Most people who are not ISGD are not aware of the experiences of ISGD people and how little protection our society provides for us.
We are being murdered, assaulted, abused, excluded, belittled, neglected, mishandled, misrepresented, coerced, alienated, marginalised, and silenced. Very few organisations speak for us and so we, as members of the ISGD community, are speaking for ourselves.
We need to be protected by law. That is the first step towards human rights for ISGD people. ISGD people should have the right to fully participate in public life, feel safe in public spaces, use public bathrooms, seek and maintain employment, access health care, accommodation, charity and gender-segregated shelters, experience a just prison system, practice their faith, and seek education. While we are unprotected by law, these basic needs are denied to many ISGD people.
These laws must be inclusive of a diversity of people who are not cissexual or cisgendered, people whose diverse bodies, identities, sexualities and experiences cannot be contained under limiting terminology.
There are many people who do not identify and do not fit within with the labels ‘Transgender’ and ‘Intersex.’
STILL FIERCE uses the term ISGD as an inclusive alternative term. We aim to come together under the banner Intersex, Sex and/or Gender Diverse to discover our similarities, celebrate our differences, and work together to fight transphobia, homophobia and discrimination based on sex, gender and sexuality.
We feel that ISGD is the most inclusive term currently in use, and it is more inclusive than GLBTI. Whilst discrimination on the basis of sex, gender, and sexuality are often related, communities based on sexual orientation and sex &/or gender identity are not the same. There are specific issues experienced by members of these communities and these issues should be considered as unique to each community.

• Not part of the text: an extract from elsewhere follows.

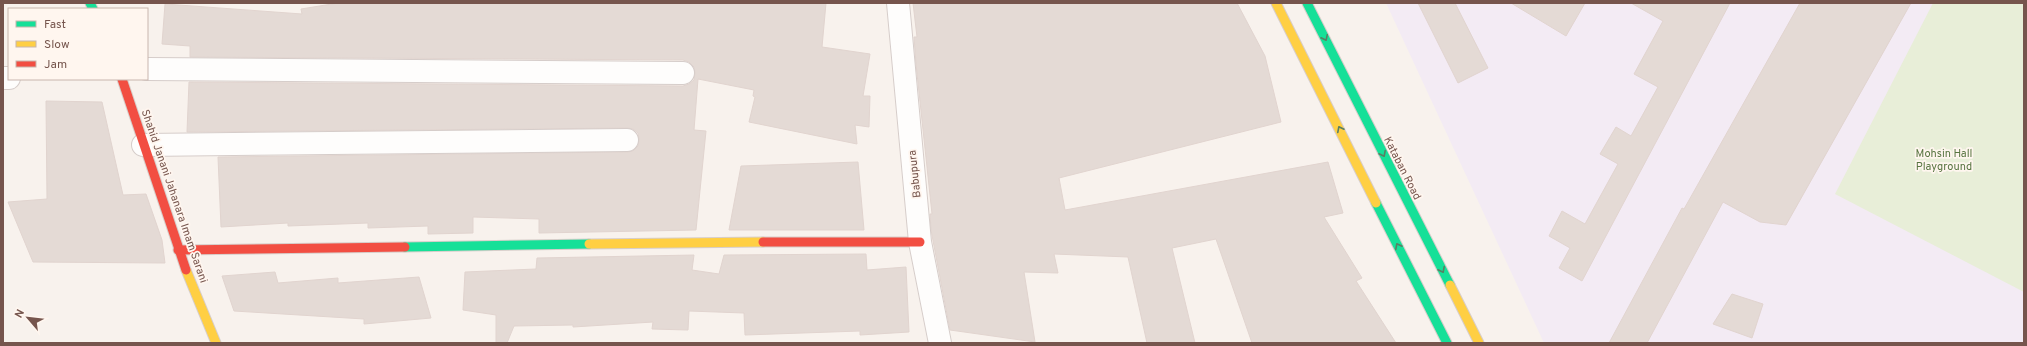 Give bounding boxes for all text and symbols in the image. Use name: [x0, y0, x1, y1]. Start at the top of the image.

In order for our specific needs to be met, ISGD people must be considered as separate from GLB communities.
Many features of society contribute to the systemic and institutionalised oppression of ISGD people, but some of these features can be changed with federal protection from discrimination.
For example, gender markers on photo identification can give the space for discrimination against people whose gender morphology (or presentation) does not match their legal sex. A gendered title on a letter from a bank or Centrelink can expose a stealth trans person who has not changed their birth certificate. These things may change if we have federal protection from discrimination. These things must change for ISGD people to be safer in society.
STILL FIERCE demands the right to self-determination. We believe that the state and/or medical professions should not have the right to dominate, determine or control our relationship to our bodies, sex or gender. We believe in ISGD self-determination, including:
the right to nominate our own pronouns and have that desire respected;
the right to accessible and free medical interventions for those who desire them;
the right to alter our documents and legal status as we see fit, without having to meet unjust, arbitrary, state-enforced requirements;
the right to refuse to nominate ‘male’ or ‘female’ status, or gendered titles on forms, applications, official and un-official documents.
We demand anti-discrimination protections and collectively oppose all forms of violence against ISGD people. We demand fair treatment when dealing with government organisations, and an end to police violence and the transphobic prison system that consistently fails to recognise the needs of ISGD people.
STILL FIERCE demands federal protection from discrimination on the basis of sexual orientation and sex and/or gender identity, in language that is inclusive of the diversity of bodies, sexualities, and identities that exist in our society. We believe in human rights for all people and a legal system that protects us.